Alpha Society’s original, 100-year-old membership logbook is stored in the University Library’s Special Collections. Charter member signatures include J.W. Edwards, professor of chemistry; John S. Fletcher, associate professor of history and politics; Lynn Harris, professor of English; W.W. Hooper, professor of philosophy and education; Frank F. Hooper, registrar and professor of mathematics; Nita Marie Tansey, librarian and Latin instructor; and Fred Witlo Hixson, university president. The society’s first student members were inducted in spring 1919.
Every year since then, Alpha Society members elect new ones from graduating seniors, faculty, administrators, distinguished alumni and members of the community. Faculty and staff can be considered for membership after being with the University for a couple of years or so and having made exceptional contributions in that time to UTC.
Tuesday’s centennial initiation ceremony honored seven members of UTC faculty whose combined scholarship resulted in $6 million in grant funding and more than 100 peer-reviewed, scholarly publications.Also initiated was Shirl Gholston, UTC director of Student Support Services, invited on the basis of her commitment to student success, including her leadership of initiatives started in 2010 that have put the six-year graduation rate of African American male students at UTC at 73 percent, while the national average is 28.7 percent. Freshman-to-sophomore retention of African American male students at UTC is 94 percent, compared to a national average of 54.5 percent.
Two faculty and longtime Alpha Society members were recognized for their 36 years of membership with the organization, the longest of any current members. Debbie Troutman Cantrell of the UTC School of Education was initiated as a UTC undergraduate and is now secretary of Alpha Society and its vice-president elect; Ralph Hood, UTC’s Leroy A. Martin Distinguished Professor of Religious Studies, was initiated as a faculty member in 1982.
Seventy-four UTC undergraduates were inducted, along with one distinguished Chattanooga citizen and UTC alumnus, Troy Rogers, who has bachelor’s degrees from UTC in criminal justice and in education and a master’s degree from Belhaven University in Mississippi.
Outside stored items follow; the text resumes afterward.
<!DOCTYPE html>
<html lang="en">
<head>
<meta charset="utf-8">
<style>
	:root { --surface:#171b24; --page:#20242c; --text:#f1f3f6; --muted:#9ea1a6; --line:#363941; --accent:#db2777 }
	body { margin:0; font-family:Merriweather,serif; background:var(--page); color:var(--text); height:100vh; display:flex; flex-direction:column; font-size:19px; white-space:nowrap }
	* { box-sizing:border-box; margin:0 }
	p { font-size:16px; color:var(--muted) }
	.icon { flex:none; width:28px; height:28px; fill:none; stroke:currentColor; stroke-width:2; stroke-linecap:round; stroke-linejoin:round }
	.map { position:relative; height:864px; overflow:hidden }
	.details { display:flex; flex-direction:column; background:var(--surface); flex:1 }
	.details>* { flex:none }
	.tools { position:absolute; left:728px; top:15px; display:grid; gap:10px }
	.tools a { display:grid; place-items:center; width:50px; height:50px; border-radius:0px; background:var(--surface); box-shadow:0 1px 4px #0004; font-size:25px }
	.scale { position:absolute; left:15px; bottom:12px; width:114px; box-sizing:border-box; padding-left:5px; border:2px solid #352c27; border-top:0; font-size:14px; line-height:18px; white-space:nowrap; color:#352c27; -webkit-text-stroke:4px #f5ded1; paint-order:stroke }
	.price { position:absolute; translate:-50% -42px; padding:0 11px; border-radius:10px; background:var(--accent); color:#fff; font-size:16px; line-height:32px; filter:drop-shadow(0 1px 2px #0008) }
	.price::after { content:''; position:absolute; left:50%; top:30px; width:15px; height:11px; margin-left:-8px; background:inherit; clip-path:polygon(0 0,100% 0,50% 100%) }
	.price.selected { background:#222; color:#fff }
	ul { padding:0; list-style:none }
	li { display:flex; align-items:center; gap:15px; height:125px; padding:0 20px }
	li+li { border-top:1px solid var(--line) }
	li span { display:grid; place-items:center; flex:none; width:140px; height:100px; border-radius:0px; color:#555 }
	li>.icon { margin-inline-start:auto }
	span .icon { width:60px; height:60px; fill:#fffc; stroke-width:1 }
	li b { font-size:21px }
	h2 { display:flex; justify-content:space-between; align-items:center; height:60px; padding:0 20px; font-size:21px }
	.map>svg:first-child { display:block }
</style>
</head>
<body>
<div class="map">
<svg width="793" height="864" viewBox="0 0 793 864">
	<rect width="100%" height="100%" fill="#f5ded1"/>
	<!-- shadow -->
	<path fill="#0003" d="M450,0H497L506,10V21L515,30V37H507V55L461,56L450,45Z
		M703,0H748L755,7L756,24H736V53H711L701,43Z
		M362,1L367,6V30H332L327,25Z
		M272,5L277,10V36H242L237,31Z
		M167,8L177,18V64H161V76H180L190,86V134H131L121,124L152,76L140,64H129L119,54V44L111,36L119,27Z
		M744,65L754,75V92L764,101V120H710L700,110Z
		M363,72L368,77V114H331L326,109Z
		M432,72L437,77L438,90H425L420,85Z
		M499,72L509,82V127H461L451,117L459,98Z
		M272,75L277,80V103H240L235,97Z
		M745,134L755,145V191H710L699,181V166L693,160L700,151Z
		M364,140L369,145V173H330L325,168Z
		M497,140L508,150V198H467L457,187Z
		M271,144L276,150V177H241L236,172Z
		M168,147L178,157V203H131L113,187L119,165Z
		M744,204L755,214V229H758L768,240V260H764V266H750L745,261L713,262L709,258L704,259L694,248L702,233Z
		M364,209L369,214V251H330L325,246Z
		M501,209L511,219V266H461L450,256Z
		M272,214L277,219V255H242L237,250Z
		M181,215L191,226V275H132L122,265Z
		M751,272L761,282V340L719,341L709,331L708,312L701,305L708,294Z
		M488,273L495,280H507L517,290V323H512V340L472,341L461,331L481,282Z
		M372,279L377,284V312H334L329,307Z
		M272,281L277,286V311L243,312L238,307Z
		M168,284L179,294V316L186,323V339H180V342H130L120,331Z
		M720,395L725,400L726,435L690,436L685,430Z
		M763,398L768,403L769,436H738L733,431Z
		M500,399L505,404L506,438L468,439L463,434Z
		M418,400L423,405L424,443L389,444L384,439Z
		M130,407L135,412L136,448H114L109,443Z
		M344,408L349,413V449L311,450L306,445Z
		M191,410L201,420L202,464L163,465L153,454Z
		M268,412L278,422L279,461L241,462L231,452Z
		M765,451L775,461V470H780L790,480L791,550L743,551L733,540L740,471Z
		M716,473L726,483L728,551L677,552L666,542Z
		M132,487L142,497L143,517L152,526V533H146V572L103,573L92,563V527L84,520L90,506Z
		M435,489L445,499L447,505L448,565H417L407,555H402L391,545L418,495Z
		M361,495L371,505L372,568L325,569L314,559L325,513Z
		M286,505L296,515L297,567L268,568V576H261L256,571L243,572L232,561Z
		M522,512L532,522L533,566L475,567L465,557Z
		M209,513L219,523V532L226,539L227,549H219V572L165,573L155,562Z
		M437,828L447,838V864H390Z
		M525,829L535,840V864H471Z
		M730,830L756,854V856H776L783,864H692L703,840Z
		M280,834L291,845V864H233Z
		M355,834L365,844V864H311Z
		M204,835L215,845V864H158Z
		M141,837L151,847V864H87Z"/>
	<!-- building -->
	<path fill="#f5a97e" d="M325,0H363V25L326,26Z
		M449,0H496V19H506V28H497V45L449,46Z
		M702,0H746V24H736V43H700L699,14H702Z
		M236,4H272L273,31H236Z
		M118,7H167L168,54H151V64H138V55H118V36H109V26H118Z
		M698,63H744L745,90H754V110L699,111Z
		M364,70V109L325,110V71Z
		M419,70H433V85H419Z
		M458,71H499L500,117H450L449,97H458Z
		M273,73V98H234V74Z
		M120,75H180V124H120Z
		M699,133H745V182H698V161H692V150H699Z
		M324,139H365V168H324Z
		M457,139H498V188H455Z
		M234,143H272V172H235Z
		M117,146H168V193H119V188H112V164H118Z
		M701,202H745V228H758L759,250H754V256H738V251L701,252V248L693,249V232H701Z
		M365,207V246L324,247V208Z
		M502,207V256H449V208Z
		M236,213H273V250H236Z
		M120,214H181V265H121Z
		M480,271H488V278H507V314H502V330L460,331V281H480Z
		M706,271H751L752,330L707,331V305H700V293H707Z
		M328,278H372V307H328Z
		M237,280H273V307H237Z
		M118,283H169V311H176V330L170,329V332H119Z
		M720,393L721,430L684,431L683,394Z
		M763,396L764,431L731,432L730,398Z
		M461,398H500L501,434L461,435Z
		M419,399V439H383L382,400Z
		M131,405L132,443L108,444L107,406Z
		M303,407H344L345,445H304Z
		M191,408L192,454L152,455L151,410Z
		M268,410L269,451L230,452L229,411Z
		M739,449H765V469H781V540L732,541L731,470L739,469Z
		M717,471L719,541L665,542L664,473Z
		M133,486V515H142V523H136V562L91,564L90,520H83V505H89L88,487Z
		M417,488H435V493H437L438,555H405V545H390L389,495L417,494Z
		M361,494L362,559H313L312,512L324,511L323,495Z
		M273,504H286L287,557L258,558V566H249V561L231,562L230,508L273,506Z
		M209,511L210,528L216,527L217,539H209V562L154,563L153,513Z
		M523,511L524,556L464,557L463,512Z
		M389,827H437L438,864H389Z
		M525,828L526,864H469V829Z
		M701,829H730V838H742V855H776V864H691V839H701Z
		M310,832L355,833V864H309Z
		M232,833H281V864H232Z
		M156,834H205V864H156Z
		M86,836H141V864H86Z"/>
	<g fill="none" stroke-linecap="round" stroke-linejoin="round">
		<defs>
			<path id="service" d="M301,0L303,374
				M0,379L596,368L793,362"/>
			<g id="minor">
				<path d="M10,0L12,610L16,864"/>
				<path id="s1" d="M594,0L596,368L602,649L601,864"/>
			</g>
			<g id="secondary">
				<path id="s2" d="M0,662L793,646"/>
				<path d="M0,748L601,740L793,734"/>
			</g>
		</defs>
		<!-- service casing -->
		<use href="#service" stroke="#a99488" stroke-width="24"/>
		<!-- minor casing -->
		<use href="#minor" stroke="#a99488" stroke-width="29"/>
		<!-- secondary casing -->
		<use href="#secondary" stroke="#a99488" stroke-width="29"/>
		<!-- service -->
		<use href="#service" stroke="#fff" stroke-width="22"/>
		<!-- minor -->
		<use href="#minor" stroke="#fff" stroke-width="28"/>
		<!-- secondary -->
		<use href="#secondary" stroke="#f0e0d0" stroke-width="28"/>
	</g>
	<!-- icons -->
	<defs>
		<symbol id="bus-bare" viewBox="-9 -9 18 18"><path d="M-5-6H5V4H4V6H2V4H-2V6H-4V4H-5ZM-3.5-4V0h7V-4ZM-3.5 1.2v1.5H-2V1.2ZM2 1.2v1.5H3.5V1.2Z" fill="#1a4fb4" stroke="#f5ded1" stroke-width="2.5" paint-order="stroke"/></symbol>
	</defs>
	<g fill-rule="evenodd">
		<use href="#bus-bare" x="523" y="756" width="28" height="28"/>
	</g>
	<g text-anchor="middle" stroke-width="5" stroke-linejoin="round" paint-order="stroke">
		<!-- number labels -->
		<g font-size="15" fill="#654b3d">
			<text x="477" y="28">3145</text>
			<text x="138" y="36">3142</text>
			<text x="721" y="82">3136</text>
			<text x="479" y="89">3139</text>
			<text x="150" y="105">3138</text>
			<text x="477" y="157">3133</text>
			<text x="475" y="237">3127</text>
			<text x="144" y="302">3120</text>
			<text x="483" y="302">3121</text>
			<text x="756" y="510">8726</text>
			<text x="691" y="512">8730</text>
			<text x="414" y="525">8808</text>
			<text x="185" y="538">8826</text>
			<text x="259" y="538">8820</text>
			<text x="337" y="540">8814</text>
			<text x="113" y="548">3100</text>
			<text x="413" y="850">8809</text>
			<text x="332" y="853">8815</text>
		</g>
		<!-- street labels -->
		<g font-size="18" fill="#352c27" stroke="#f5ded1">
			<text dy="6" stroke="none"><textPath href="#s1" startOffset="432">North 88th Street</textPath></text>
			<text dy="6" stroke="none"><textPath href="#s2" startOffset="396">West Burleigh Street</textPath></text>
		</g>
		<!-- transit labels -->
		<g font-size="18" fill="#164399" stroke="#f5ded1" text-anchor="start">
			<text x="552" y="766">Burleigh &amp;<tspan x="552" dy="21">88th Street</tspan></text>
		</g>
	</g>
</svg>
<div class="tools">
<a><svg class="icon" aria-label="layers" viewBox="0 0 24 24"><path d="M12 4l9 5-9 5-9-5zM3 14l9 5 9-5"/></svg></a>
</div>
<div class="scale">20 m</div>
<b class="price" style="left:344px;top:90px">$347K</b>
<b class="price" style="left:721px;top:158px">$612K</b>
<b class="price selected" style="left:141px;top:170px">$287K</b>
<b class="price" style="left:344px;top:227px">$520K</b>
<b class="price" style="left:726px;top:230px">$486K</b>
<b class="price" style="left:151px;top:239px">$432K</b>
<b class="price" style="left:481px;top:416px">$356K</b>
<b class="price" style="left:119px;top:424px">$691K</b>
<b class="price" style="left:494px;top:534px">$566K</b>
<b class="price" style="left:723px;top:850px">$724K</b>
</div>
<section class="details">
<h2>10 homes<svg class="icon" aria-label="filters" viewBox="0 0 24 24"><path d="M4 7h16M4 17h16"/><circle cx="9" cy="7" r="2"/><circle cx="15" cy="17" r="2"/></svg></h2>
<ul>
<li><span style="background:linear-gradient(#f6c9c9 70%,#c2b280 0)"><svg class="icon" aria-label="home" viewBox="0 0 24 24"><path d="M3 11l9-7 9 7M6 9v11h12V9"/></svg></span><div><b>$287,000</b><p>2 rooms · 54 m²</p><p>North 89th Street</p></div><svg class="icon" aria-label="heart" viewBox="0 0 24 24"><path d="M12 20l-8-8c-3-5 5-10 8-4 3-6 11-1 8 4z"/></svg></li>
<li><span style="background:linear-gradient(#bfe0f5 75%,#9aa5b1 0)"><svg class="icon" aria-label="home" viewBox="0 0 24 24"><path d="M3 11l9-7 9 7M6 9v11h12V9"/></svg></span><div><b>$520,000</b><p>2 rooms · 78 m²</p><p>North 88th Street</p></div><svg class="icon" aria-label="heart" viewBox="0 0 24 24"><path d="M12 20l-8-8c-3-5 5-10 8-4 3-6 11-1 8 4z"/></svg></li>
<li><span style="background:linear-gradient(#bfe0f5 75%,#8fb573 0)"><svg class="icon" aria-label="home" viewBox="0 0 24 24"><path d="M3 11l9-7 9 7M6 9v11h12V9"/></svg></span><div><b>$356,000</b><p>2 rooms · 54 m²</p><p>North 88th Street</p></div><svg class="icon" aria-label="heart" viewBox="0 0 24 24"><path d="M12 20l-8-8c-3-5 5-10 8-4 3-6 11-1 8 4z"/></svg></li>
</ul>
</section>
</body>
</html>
Rogers is public safety coordinator for the city of Chattanooga and was the event’s featured speaker, delivering an impassioned presentation of “11 nuggets to live by.” He gave advice on leaving a legacy, seeing community service as “your job,” staying humble, being unafraid to make mistakes and realizing it’s possible to get past “whatever you may have lost.”
Alpha Society’s student invitations go to members of the graduating senior class with a minimum 3.75 grade point average. Faculty, full-time staff and administration are invited on the basis of a nominating committee recommendation. UTC alumni 10 or more years from graduation may be invited on the basis of distinguished achievement, the same as for invited members of the Chattanooga community.